Free for All
Art Blakey & The Jazz Messengers
ジャズは決して「お洒落なラウンジBGM」ではない。
このアルバムのタイトルトラックを聴けば、そのことが一瞬でわかります。
そのへんのやわなハードロックなんかよりも遥かに激しく熱く、そしてカッコいい音楽がここにあります。
それにしてもタイトルトラック「Free for All」で聴けるアート・ブレイキーの激しすぎるドラミングはいったん何なんだろう。もしかしたら何かに対して、彼は激しく怒っていたのかもしれない。
感情の赴くまま、怒りをドラムキットに叩きつけるような演奏には圧倒されるし、ちょっとうるさすぎるんじゃないかという気もするけれど、たぶんこのうるさすぎるドラムじゃないと、Free for All のマジックは成立しないんだろうなあ。
今の時代に聴いても全く古さを感じさせない、シダー・ウォルトンのピアノイントロ。
この物悲しくも先進的なイントロで「Free for All」の運命は決まった。
そこからはじまる3管編成の怒涛の演奏。ウェイン・ショーターが吹く怪しい響きのサックスを聴くたび、ぼくの血は騒ぎ、いてもたってもいられなくなります。
自分たちがいま演奏している音楽のあまりのカッコ良さに、ドラムのアート・ブレイキーは感極まり、曲中に何度も「フウーーーッ」「イヤアーーーッ」と雄叫びをあげます。ぼくも心の中で「うおおおー」と叫びます。心の中でね。
シダー・ウォルトンのイントロのピアノ、はじめて聴いた時は驚いたなあ。
とても1964年に録音されたジャズとは思えないその洗練された響きに、あれ?再生するレコード間違えたかな?と本気で思ったもん。
2曲目「Hammer Head」は、割とベタなブルーノート的な曲だけど、シダー・ウォルトンのピアノが都会的なエッセンスを加えています。
そして3曲目「The Core」。これがまたfree for allに負けないくらいカッコいい曲なのだ。ここでもやはり、シダー・ウォルトンのピアノの響きが抜群に効いている。
シダー・ウォルトン恐るべし。
ぼくはこのアルバムを聴くまで、シダー・ウォルトンという人を特別意識したことはありませんでした。
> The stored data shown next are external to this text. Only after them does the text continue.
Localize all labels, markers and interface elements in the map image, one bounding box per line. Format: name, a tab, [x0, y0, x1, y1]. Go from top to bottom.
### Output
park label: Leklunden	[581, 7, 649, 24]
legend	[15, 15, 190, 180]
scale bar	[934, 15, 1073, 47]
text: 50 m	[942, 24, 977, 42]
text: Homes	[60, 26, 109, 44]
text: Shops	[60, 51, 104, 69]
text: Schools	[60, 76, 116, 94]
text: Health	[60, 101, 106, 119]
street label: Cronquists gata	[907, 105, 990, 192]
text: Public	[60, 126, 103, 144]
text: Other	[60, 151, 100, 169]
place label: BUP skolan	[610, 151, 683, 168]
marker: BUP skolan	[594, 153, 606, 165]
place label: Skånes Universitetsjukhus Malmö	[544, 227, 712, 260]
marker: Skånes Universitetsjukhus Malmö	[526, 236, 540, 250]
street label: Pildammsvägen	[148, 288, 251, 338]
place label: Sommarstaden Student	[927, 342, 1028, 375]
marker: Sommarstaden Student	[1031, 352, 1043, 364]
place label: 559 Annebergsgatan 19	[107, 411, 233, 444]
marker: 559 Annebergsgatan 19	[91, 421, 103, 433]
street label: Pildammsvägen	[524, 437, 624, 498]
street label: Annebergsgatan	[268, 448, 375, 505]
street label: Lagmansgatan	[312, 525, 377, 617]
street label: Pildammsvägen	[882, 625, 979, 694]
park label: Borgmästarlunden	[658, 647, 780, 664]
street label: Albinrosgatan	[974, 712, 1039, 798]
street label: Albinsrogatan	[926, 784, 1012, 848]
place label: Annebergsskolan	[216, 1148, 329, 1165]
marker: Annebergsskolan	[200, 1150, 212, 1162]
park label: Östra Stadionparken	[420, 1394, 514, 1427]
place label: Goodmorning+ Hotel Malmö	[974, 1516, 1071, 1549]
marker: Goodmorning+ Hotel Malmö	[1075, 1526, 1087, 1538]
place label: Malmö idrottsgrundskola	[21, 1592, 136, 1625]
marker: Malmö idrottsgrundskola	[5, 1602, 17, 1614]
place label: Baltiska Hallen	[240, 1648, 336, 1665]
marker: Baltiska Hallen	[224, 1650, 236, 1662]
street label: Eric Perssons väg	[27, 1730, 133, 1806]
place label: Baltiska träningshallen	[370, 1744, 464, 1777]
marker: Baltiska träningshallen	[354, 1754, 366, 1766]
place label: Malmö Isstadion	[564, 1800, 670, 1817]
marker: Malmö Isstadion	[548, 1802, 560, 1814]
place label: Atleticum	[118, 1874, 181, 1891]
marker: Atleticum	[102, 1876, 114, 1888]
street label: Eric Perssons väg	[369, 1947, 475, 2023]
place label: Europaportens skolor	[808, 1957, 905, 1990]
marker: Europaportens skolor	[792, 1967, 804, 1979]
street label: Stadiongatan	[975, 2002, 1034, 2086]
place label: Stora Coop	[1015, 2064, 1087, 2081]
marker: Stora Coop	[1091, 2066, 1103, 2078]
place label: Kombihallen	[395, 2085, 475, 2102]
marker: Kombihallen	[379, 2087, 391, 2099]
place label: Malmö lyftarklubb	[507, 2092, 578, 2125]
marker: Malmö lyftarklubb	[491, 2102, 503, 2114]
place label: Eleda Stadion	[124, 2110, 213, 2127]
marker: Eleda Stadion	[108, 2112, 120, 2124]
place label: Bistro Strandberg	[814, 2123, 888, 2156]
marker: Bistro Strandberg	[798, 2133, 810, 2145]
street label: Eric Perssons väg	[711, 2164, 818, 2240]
でも今は、気になるジャズピアニストの上位にランクインしています。
ちなみに村上春樹さんは「意味がなければスイングはない」の中で、シダー・ウォルトンに対する深い愛情を語っています。リーダー作は少ないけど、ミュージシャンや違いのわかるジャズファンからの評価が高い、通好みのピアニストなんですね。
小川隆夫氏のインタビューによると、リーダーのアート・ブレイキーは音楽性への関心があまりなく、この頃のジャズ・メッセンジャーズがどんな音楽をやるかは、ウェイン・ショーターがほぼ全てを決めていたらしい。
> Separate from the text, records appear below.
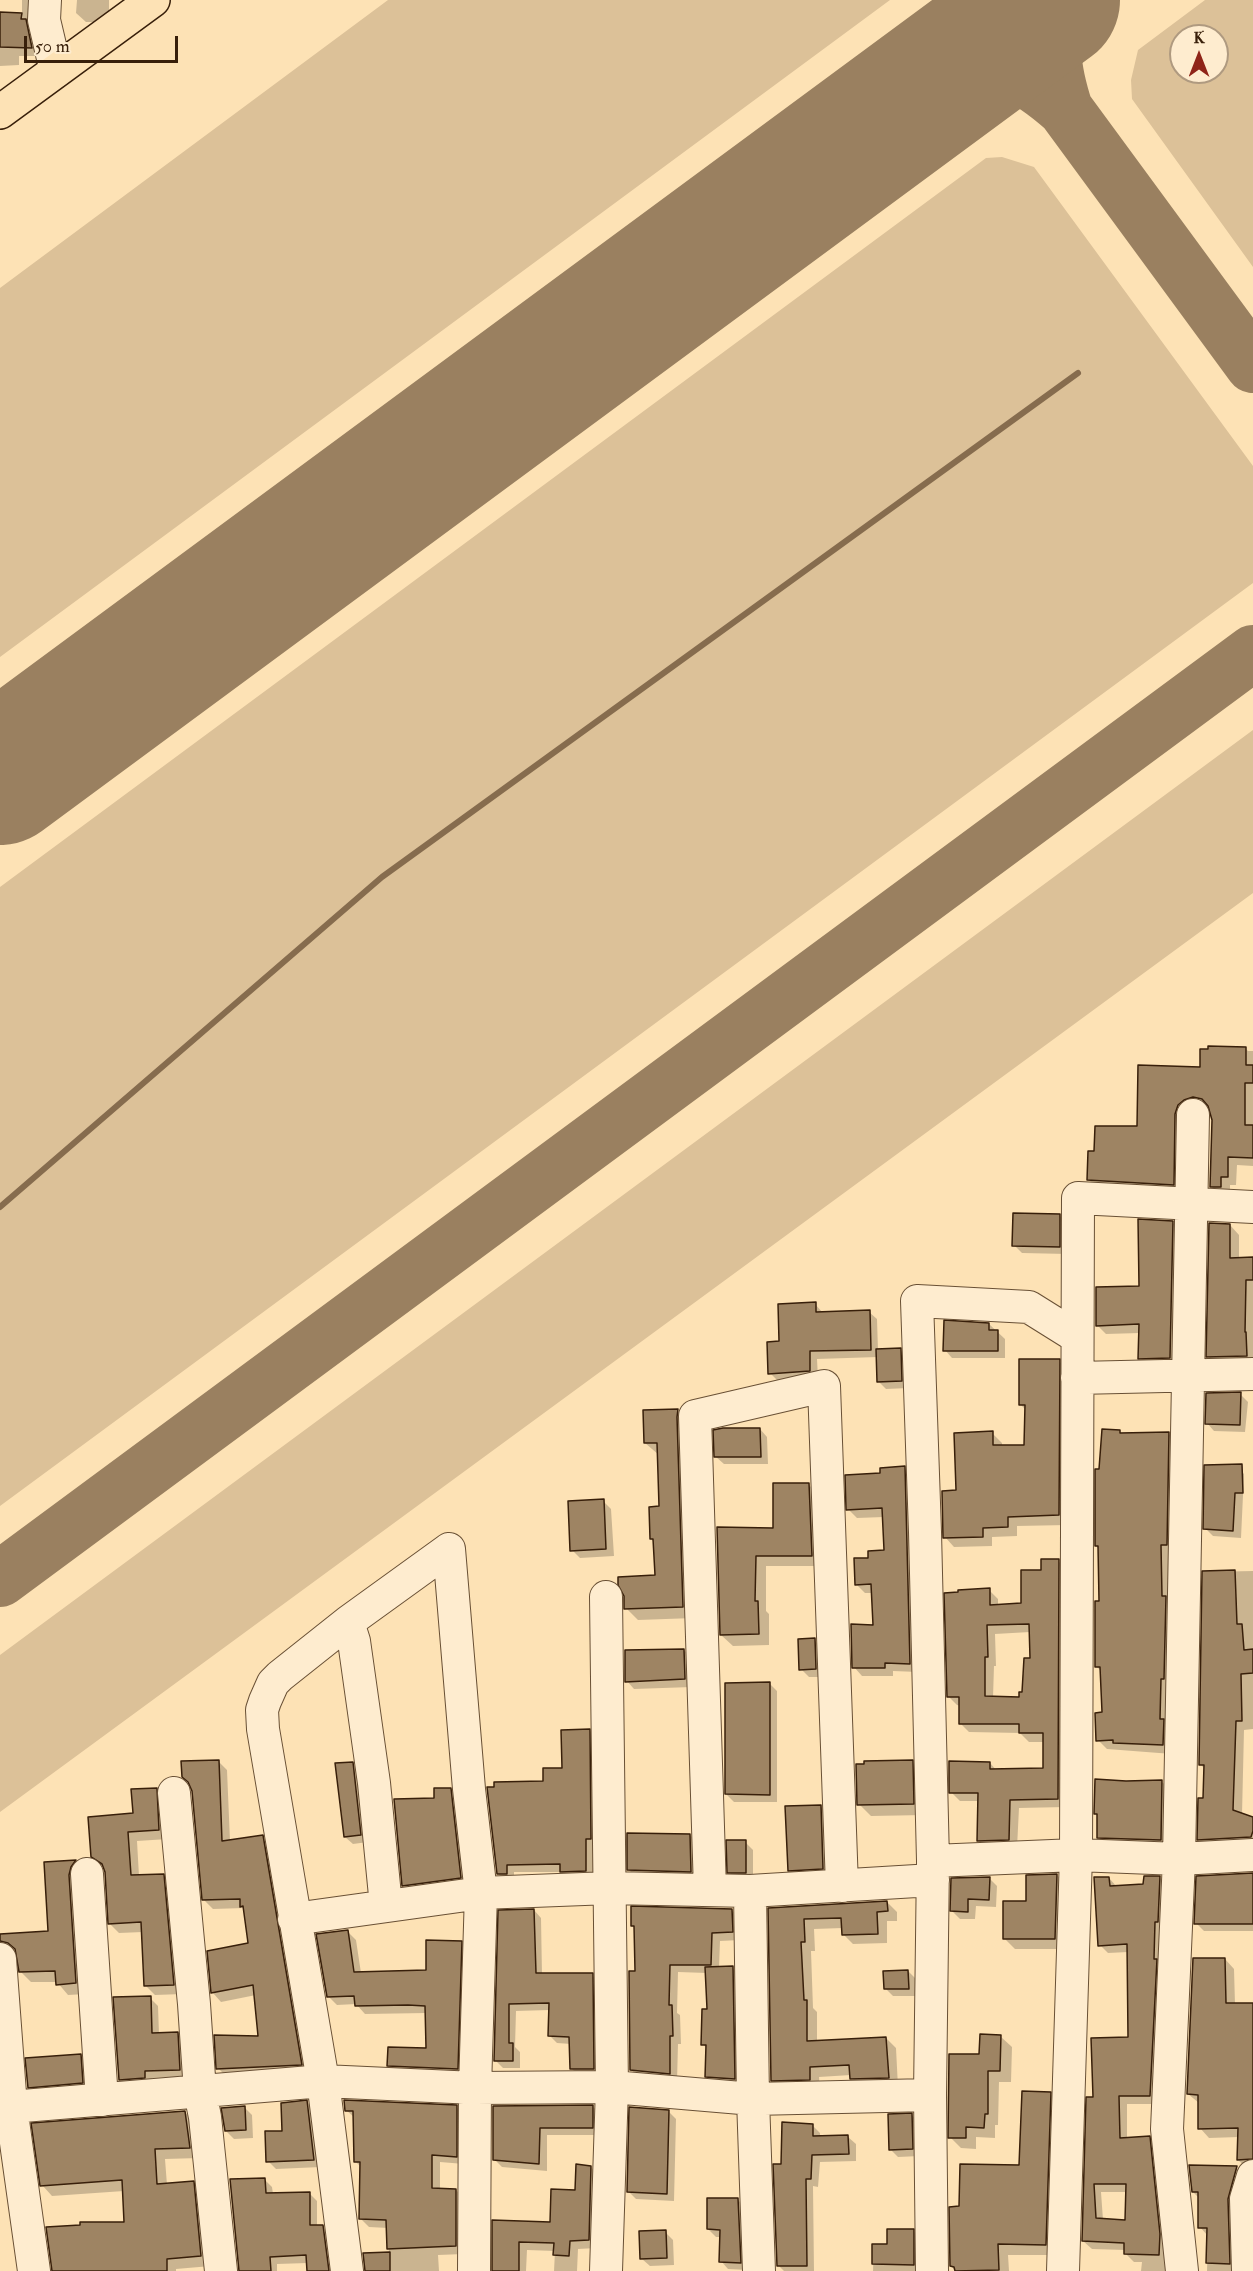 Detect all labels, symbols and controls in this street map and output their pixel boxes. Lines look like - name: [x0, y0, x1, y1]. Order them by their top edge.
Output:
- scale bar: [27, 24, 182, 62]
- north arrow: [1169, 24, 1229, 84]
- text: K: [1193, 28, 1205, 48]
- text: 50 m: [35, 35, 70, 58]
ショーターが音楽理論的なことを「ああだこうだ」と言っても、ブレイキーは「で、おれはどう叩けばいいんだ?」でおわり。それでもまじめなショーターは、毎回ブレイキーに曲について丁寧に説明したそうです。
まじめなでやさしいウェイン・ショーター。
だけど出す音は、ぶりぶりに怪しくてカッコいい。きっとモテたんじゃないでしょうか。
よく「ジャズの名盤100枚」といった企画があるけど、このアルバムがそこに名を連ねることはない。初心者にこれを勧める評論家もいない。頭の固いジャズファンは毛嫌いすらするかもしれない。
でもそんなのカンケーねえ!(by 小島よしお)。
子難しいことを抜きにして、聴いた瞬間かっこいい!と感じられるこのアルバムこそ、ジャズ初心者が聴くべきだし、ロックが好きな人にこそ聴いて頂きたいジャズアルバムです。
そう、ジャズはこんなにも激しい側面を持っているのだ。
- Art Blakey(ds)
- Freddie Hubbard(tp)
- Wayne Shorter(ts)
- Curtis Fuller(tb)
- Cedar Walton(p)
- Reggie Workman(b)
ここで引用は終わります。